Input source for htm.java other than CSV file

anomaly-detection

#1

Hello. Just started working on HTM and exploring the htm.java library @cogmission

Is there a way to load data into the Network API other than a CSV file (or any other file for that matter). Can I pass entire records as a string value, and iteratively feed into the Network object?

Use case: I’m subscribing to a pub/sub message broker, and data comes as a single record at a time. I would like to keep pushing these values to the model for anomaly detection as they come (without pushing these records to a file first of course).

Any pointers/suggestions?
Thank you.


#2

Hi @styagi,

Welcome to the HTM forums!

I’d suggest you take a look at flink-htm, where htm.java is used in conjunction with Apache Flink to process streaming data.
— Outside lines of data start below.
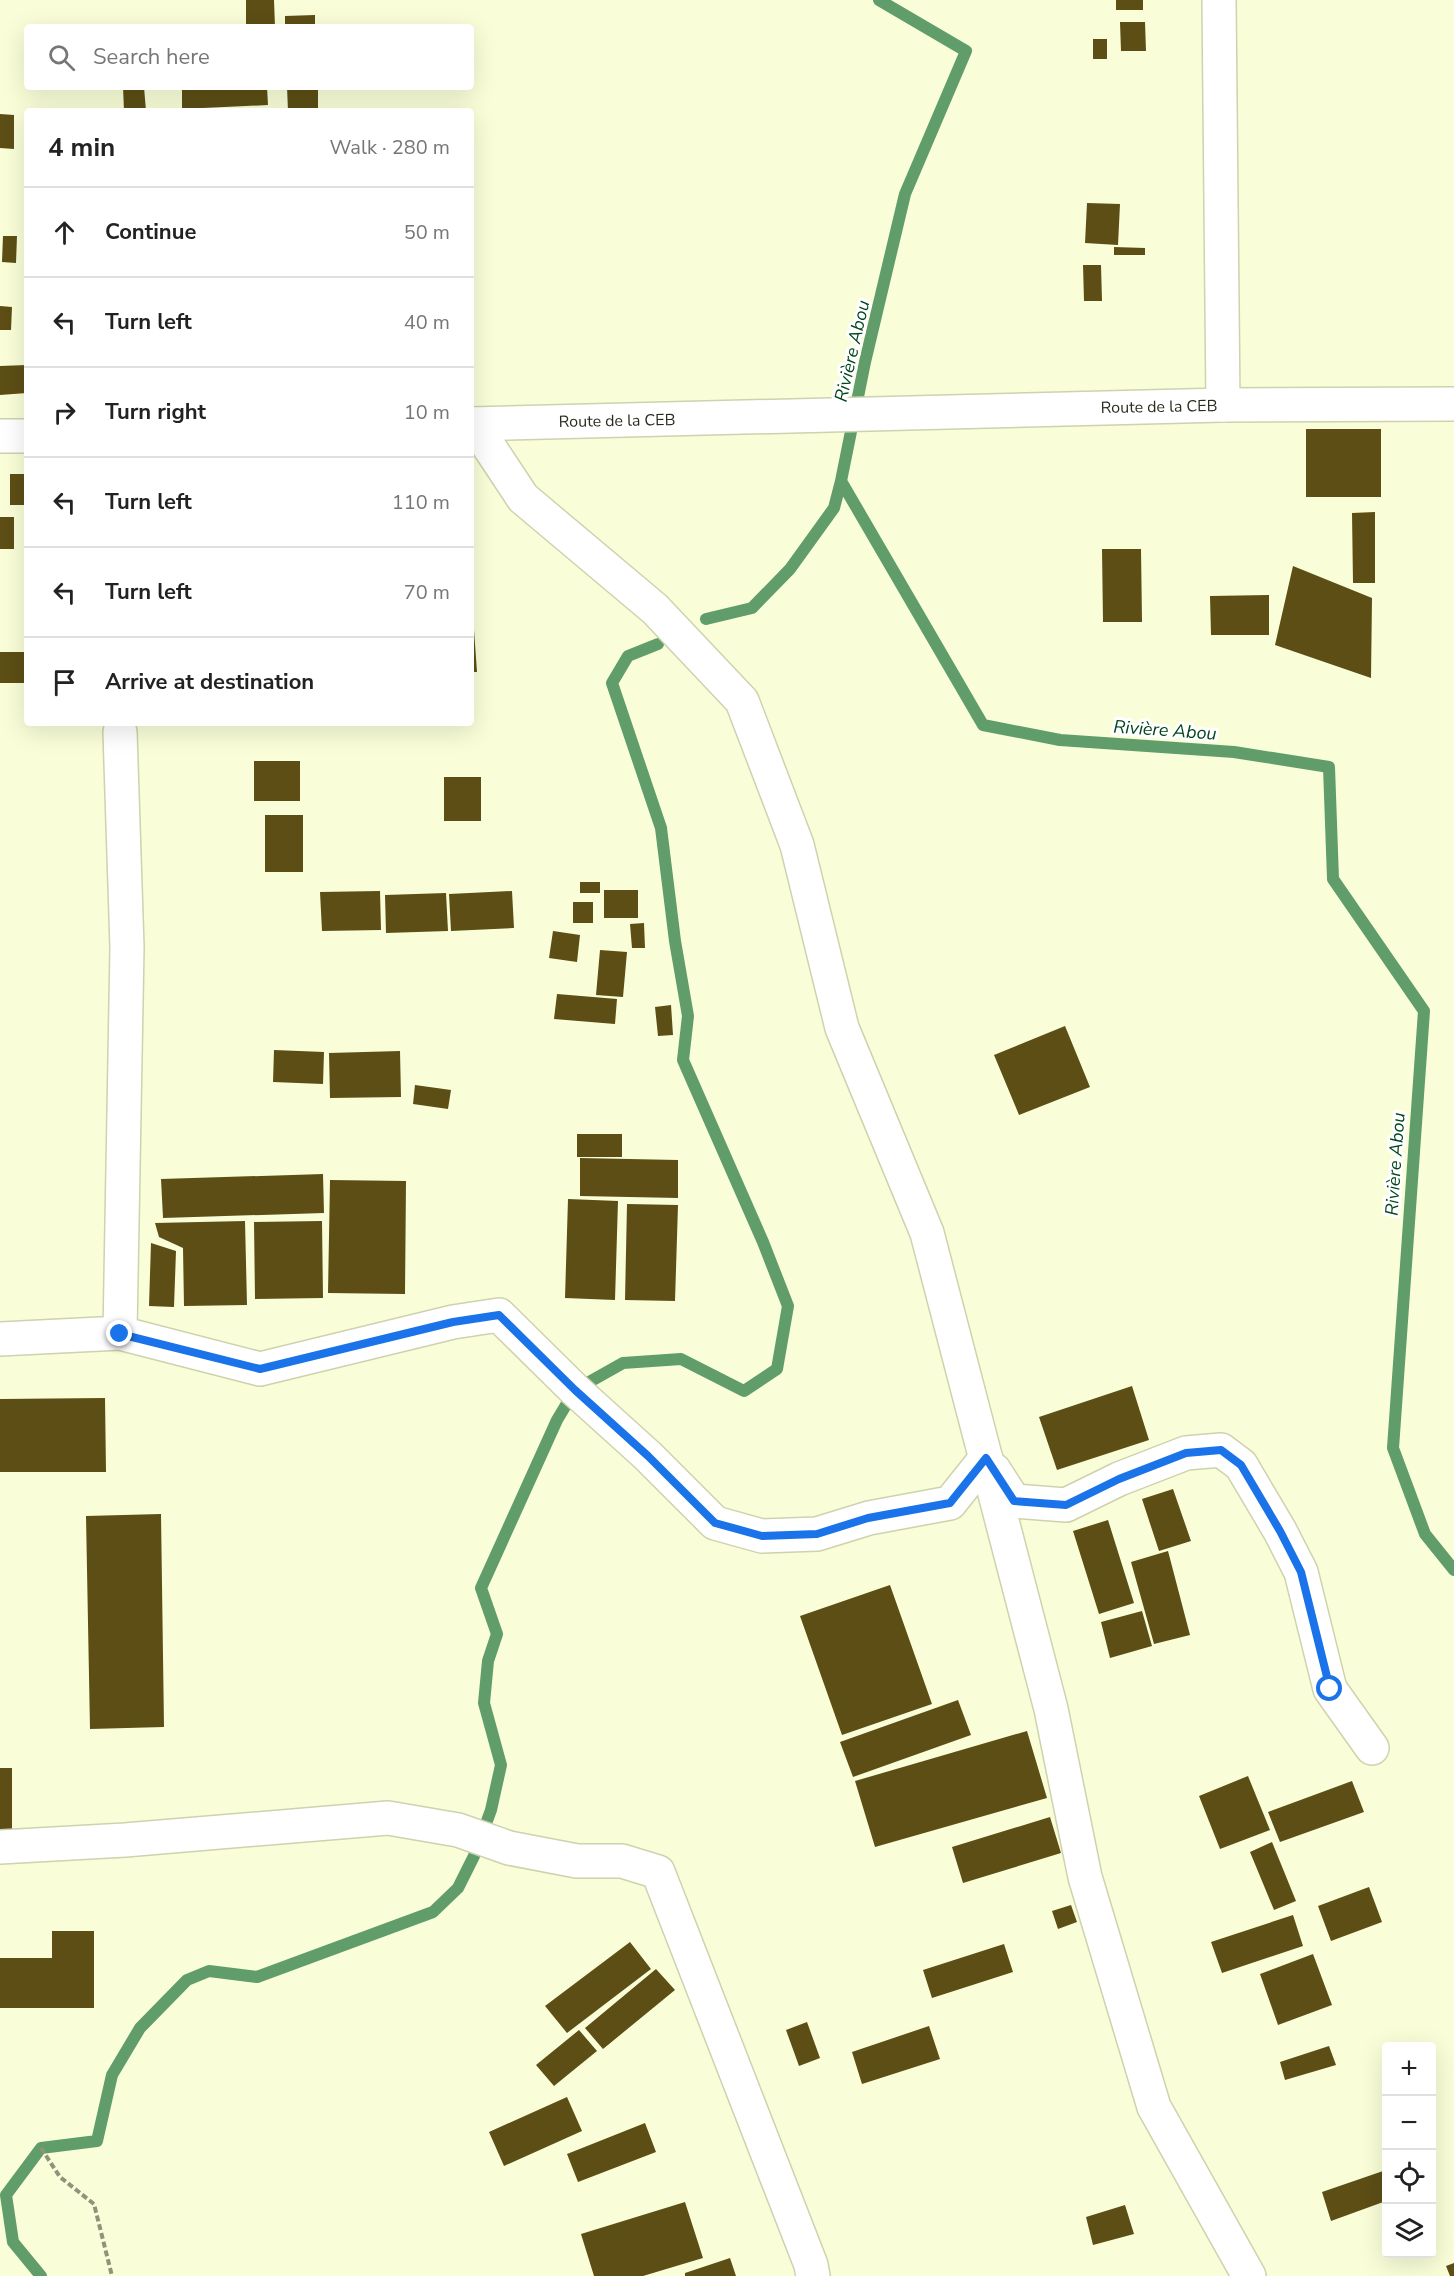 <!DOCTYPE html>
<meta charset="utf-8">
<style>
body{margin:0;font-family:"Nunito Sans",sans-serif;background:#f2f2f2;color:#222}
.controls{position:absolute;right:18px;bottom:18px;display:grid;overflow:hidden;border-radius:6px;box-shadow:0 6px 24px #0002}
.controls button{width:54px;height:54px;display:grid;place-items:center;padding:0;border:0;border-bottom:2px solid #e0e0e0;background:#fff;color:#222;font:30px sans-serif}
.stop{position:absolute;width:18px;height:18px;margin:-14px;border:4px solid #1a73e8;border-radius:50%;background:#fff}
.stop.end{background:#1a73e8;border-color:#fff;box-shadow:0 2px 6px #0008}
.list{margin:0;padding:0;list-style:none}
h2{display:flex;justify-content:space-between;align-items:center;height:78px;margin:0;padding:0 24px;font-size:26px}
h2 small{font-size:20px;font-weight:400;color:#767676}
.list li{display:grid;grid-template-columns:39px 1fr auto;gap:18px;align-items:center;box-sizing:border-box;height:90px;padding:0 24px;border-top:2px solid #e0e0e0}
.list b{display:block;font-size:22px;white-space:nowrap}
.list em{font-size:20px;font-style:normal;color:#767676}
.icon{flex:none;width:33px;height:33px;fill:none;stroke:currentColor;stroke-width:2;stroke-linecap:round;stroke-linejoin:round}
.map{position:relative;flex:none;width:1454px;height:2276px;overflow:hidden}
.search{position:absolute;background:#fff;box-shadow:0 6px 24px #0002;left:24px;top:24px;width:450px;height:66px;display:flex;align-items:center;gap:15px;box-sizing:border-box;padding:0 21px;border-radius:6px;color:#767676;font-size:22px}
.panel{position:absolute;background:#fff;box-shadow:0 6px 24px #0002;left:24px;top:108px;width:450px;height:618px;border-radius:6px}
.map>svg:first-child{display:block}
.lines{fill:none;stroke-linecap:round;stroke-linejoin:round}
.stream{stroke:#619d6b;stroke-width:12}
.building{fill:#5c4e15}
.street-casing{stroke:#ced2ae;stroke-width:36}
.secondary-casing{stroke:#ced2ae;stroke-width:36}
.path{stroke:#8f9379;stroke-width:4;stroke-dasharray:6 3;stroke-linecap:butt}
.street{stroke:#fff;stroke-width:33}
.secondary{stroke:#fff;stroke-width:33}
.route{stroke:#1a73e8;stroke-width:8}
.labels{text-anchor:middle;dominant-baseline:central;stroke-width:6;stroke-linejoin:round;paint-order:stroke}
.street-label{font-size:16px;fill:#2a2c1e;stroke:#fff}
.water-label{font-size:18px;font-style:italic;fill:#01461d;stroke:#fff}
</style>
<div class="map">
<svg width="1454" height="2276" viewBox="0 0 1454 2276">
<rect width="100%" height="100%" fill="#f9fed8"/>
<g class="lines">
<path class="stream" d="M879,0L966,51L905,194L865,362L841,481L983,725L1060,740L1234,752L1329,767L1333,879L1424,1011L1393,1448L1425,1534L1454,1570
M706,619L752,608L790,569L834,508L841,481
M41,2276L13,2242L6,2195L41,2148L97,2141L112,2075L140,2028L187,1980L209,1971L257,1977L433,1912L458,1888L474,1856L491,1810L501,1765L484,1703L488,1661L497,1634L481,1588L557,1420L575,1390L623,1363L681,1359L744,1391L777,1369L788,1306L763,1242L683,1060L688,1016L675,941L661,828L612,683L628,656L658,644"/>
</g>
<path class="building" d="M246,0H274L275,27H246Z
M1116,0H1143V10H1116Z
M315,15V27H285V16Z
M1120,22H1145L1146,51H1121Z
M1093,39H1107V59H1093Z
M123,87H144L146,111H124Z
M182,87H267L268,105L182,109Z
M287,87H318V110L288,111Z
M0,114L14,115V149L0,148Z
M1087,203L1120,204L1118,245L1085,243Z
M3,236H17L16,263L2,262Z
M1114,247L1145,248V255H1114Z
M1083,265H1101L1102,301H1084Z
M0,306L12,307L11,330H0Z
M27,365V393L0,395V366Z
M1306,429H1381V497H1306Z
M10,474H27V505H10Z
M1375,512V583H1353L1352,513Z
M0,517H14V549H0Z
M1102,549H1141L1142,622H1103Z
M1293,566L1372,598L1371,678L1275,645Z
M1269,595V635H1211L1210,596Z
M471,630H474L477,672H471Z
M0,652H27V683H0Z
M254,761H300V801H254Z
M444,777H481V821H444Z
M265,815H303V872H265Z
M580,882H600V893H580Z
M604,890H638V918H604Z
M380,891L381,930L322,931L320,892Z
M512,891L514,928L451,931L449,894Z
M446,893L448,931L386,933L385,895Z
M573,902H593V923H573Z
M644,923L645,948H632L630,924Z
M553,931L580,935L577,962L549,958Z
M600,950L627,952L623,997L596,995Z
M557,994L617,999L615,1024L554,1019Z
M671,1005L673,1035L658,1036L655,1007Z
M1065,1026L1090,1087L1019,1115L994,1055Z
M274,1050L324,1052L323,1084L273,1082Z
M400,1051L401,1097L330,1098L329,1053Z
M415,1085L451,1090L448,1109L413,1104Z
M577,1134H622V1157H577Z
M580,1158L678,1160V1198L580,1196Z
M323,1174L324,1213L163,1218L161,1179Z
M330,1180L406,1181L405,1294L328,1293Z
M568,1199L618,1201L615,1300L565,1298Z
M627,1204L678,1205L675,1301L625,1300Z
M245,1221L247,1305L184,1306L183,1248L159,1237L155,1223Z
M322,1221L323,1298L255,1299L254,1222Z
M151,1243L176,1251L174,1307L149,1306Z
M1132,1386L1149,1440L1057,1470L1039,1417Z
M105,1398L106,1472H0V1399Z
M1173,1489L1191,1541L1159,1551L1142,1499Z
M161,1514L164,1727L90,1729L86,1516Z
M1108,1520L1134,1603L1099,1614L1073,1531Z
M1168,1551L1190,1635L1154,1644L1131,1562Z
M890,1585L932,1704L842,1735L800,1616Z
M1142,1611L1152,1646L1110,1658L1101,1622Z
M958,1700L971,1735L853,1777L840,1742Z
M1027,1731L1047,1798L875,1847L855,1781Z
M0,1768H12V1830H0Z
M1248,1776L1270,1830L1220,1849L1199,1796Z
M1352,1781L1364,1812L1280,1842L1268,1812Z
M1050,1817L1061,1853L963,1883L952,1847Z
M1272,1842L1296,1901L1274,1910L1250,1852Z
M1369,1887L1382,1922L1331,1941L1318,1906Z
M1071,1905L1077,1922L1058,1929L1052,1911Z
M1293,1915L1303,1946L1222,1973L1211,1942Z
M52,1931H94V2008H0V1958H52Z
M630,1942L651,1969L567,2033L545,2006Z
M1004,1944L1013,1972L932,1998L923,1970Z
M1313,1954L1332,2005L1278,2025L1260,1974Z
M656,1969L675,1990L603,2049L585,2028Z
M807,2022L820,2058L799,2066L786,2030Z
M929,2026L940,2059L862,2084L852,2052Z
M579,2030L597,2051L554,2086L536,2065Z
M1329,2046L1336,2065L1285,2080L1280,2062Z
M567,2097L582,2131L504,2166L489,2132Z
M645,2123L656,2152L578,2182L567,2154Z
M1386,2170V2201L1331,2221L1322,2192Z
M685,2202L703,2258L643,2276H594L581,2234Z
M1125,2205L1134,2234L1093,2245L1086,2217Z
M730,2258L736,2276H685V2273Z
M1454,2263V2276H1450L1446,2266Z"/>
<g class="lines">
<defs>
<path id="street" d="M1219,0L1223,405
M474,424L523,498L655,609L742,701L797,845L842,1028L927,1233L1051,1709L1085,1877L1154,2107L1249,2276
M120,732L127,947L120,1333
M0,1339L120,1333L260,1369L453,1322L499,1315L575,1390L648,1456L715,1523L762,1536L817,1534L869,1518L950,1503L986,1458
M994,1470L1014,1501L1066,1505L1119,1479L1186,1453L1221,1450L1241,1465L1280,1531L1301,1572L1330,1689L1372,1748
M0,1847L125,1840L388,1818L458,1830L509,1848L577,1861H622L658,1872L811,2265L813,2276"/>
<path id="secondary" d="M471,424L1223,405L1454,404
M0,436H27"/>
</defs>
<use href="#street" class="street-casing"/>
<use href="#secondary" class="secondary-casing"/>
<path class="path" d="M41,2148L60,2177L94,2204L112,2276"/>
<use href="#street" class="street"/>
<use href="#secondary" class="secondary"/>
</g>
<g class="lines">
<path class="route" d="M120,1334L260,1369L453,1322L499,1315L575,1390L648,1456L715,1523L762,1536L817,1534L868,1518L950,1503L986,1458L1014,1501L1066,1505L1119,1479L1186,1453L1221,1450L1241,1465L1280,1531L1301,1572L1330,1689"/>
</g>
<g class="labels">
<g class="street-label">
<text transform="translate(1159 407) rotate(-1)">Route de la CEB</text>
<text transform="translate(617 421) rotate(-1)">Route de la CEB</text>
</g>
<g class="water-label">
<text transform="translate(852 351) rotate(-77)">Rivière Abou</text>
<text transform="translate(1165 730) rotate(4)">Rivière Abou</text>
<text transform="translate(1395 1164) rotate(-86)">Rivière Abou</text>
</g>
</g>
</svg>
<div class="controls">
<button>+</button>
<button>−</button>
<button><svg class="icon" aria-label="locate" viewBox="0 0 24 24"><circle cx="12" cy="12" r="6"/><path d="M12 2v4M12 18v4M2 12h4M18 12h4"/></svg></button>
<button><svg class="icon" aria-label="layers" viewBox="0 0 24 24"><path d="M12 4l9 5-9 5-9-5zM3 14l9 5 9-5"/></svg></button>
</div>
<div class="stop" style="left:1330px;top:1689px"></div>
<div class="stop end" style="left:120px;top:1334px"></div>
<div class="search"><svg class="icon" aria-label="search" viewBox="0 0 24 24"><circle cx="10" cy="10" r="6"/><path d="M15 15l6 6"/></svg>Search here</div>
<section class="panel">
<h2>4 min<small>Walk · 280 m</small></h2>
<ul class="list">
<li><svg class="icon" aria-label="ahead" viewBox="0 0 24 24"><path d="M12 20V5M6 11l6-6 6 6"/></svg><div><b>Continue</b></div><em>50 m</em></li>
<li><svg class="icon" aria-label="left" viewBox="0 0 24 24"><path d="M17 20v-9H6M10 6l-5 5 5 5"/></svg><div><b>Turn left</b></div><em>40 m</em></li>
<li><svg class="icon" aria-label="right" viewBox="0 0 24 24"><path d="M7 20v-9h11M14 6l5 5-5 5"/></svg><div><b>Turn right</b></div><em>10 m</em></li>
<li><svg class="icon" aria-label="left" viewBox="0 0 24 24"><path d="M17 20v-9H6M10 6l-5 5 5 5"/></svg><div><b>Turn left</b></div><em>110 m</em></li>
<li><svg class="icon" aria-label="left" viewBox="0 0 24 24"><path d="M17 20v-9H6M10 6l-5 5 5 5"/></svg><div><b>Turn left</b></div><em>70 m</em></li>
<li><svg class="icon" aria-label="arrive" viewBox="0 0 24 24"><path d="M6 21V4h12l-3 4 3 4H6"/></svg><div><b>Arrive at destination</b></div></li>
</ul>
</section>
</div>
There’s a link to a demo on youtube in its wiki page, and here’s the canonical “Hotgym” example as a flink job.

Depending on what you’re using as a queue, there might already be a flink sink available which would let you reuse a lot of this project.

This example is listed alongside others at Other HTM Projects if you’re curious about other similar community projects.


#3

Thank you @jimmyw, I’ll take a look at it.

But just to keep things simple, I’ve been looking at the network.compute(T input) method. I’m testing the network API with the single inputs from data in rec-center-hourly.csv.

Can someone show me an example of how to use this method? I tried looking through the docs but that didn’t help.

If this compute method works, that will be sufficient given my use case compared to distributed stream processing done in flink-htm.


#4

No worries, in htm.java I think you’ll need to use a Publisher to do this.

Try looking at this test as an example.


#5

Thank you for the help! That worked just right for me.

I’ve been busy looking further into the HTM.java API ever since.

Using the org.numenta.nupic.network.sensor.Publisher, I used the publish.onNext(String s) to manually input CSV strings into the network API. Over the course of my program execution, I called this onNext(String s) method roughly 23000 times (i.e, for unique 23000 CSV strings). As shown in the plot, I’m calculating the execution time to generate an inference for each of the record index (like time taken to generate anomaly score for the first record is index 1, the second record is index 2 and so on). I expected a line more or less parallel to the x-axis, but as seen, the execution time to calculate an inference increases with increasing record indexes.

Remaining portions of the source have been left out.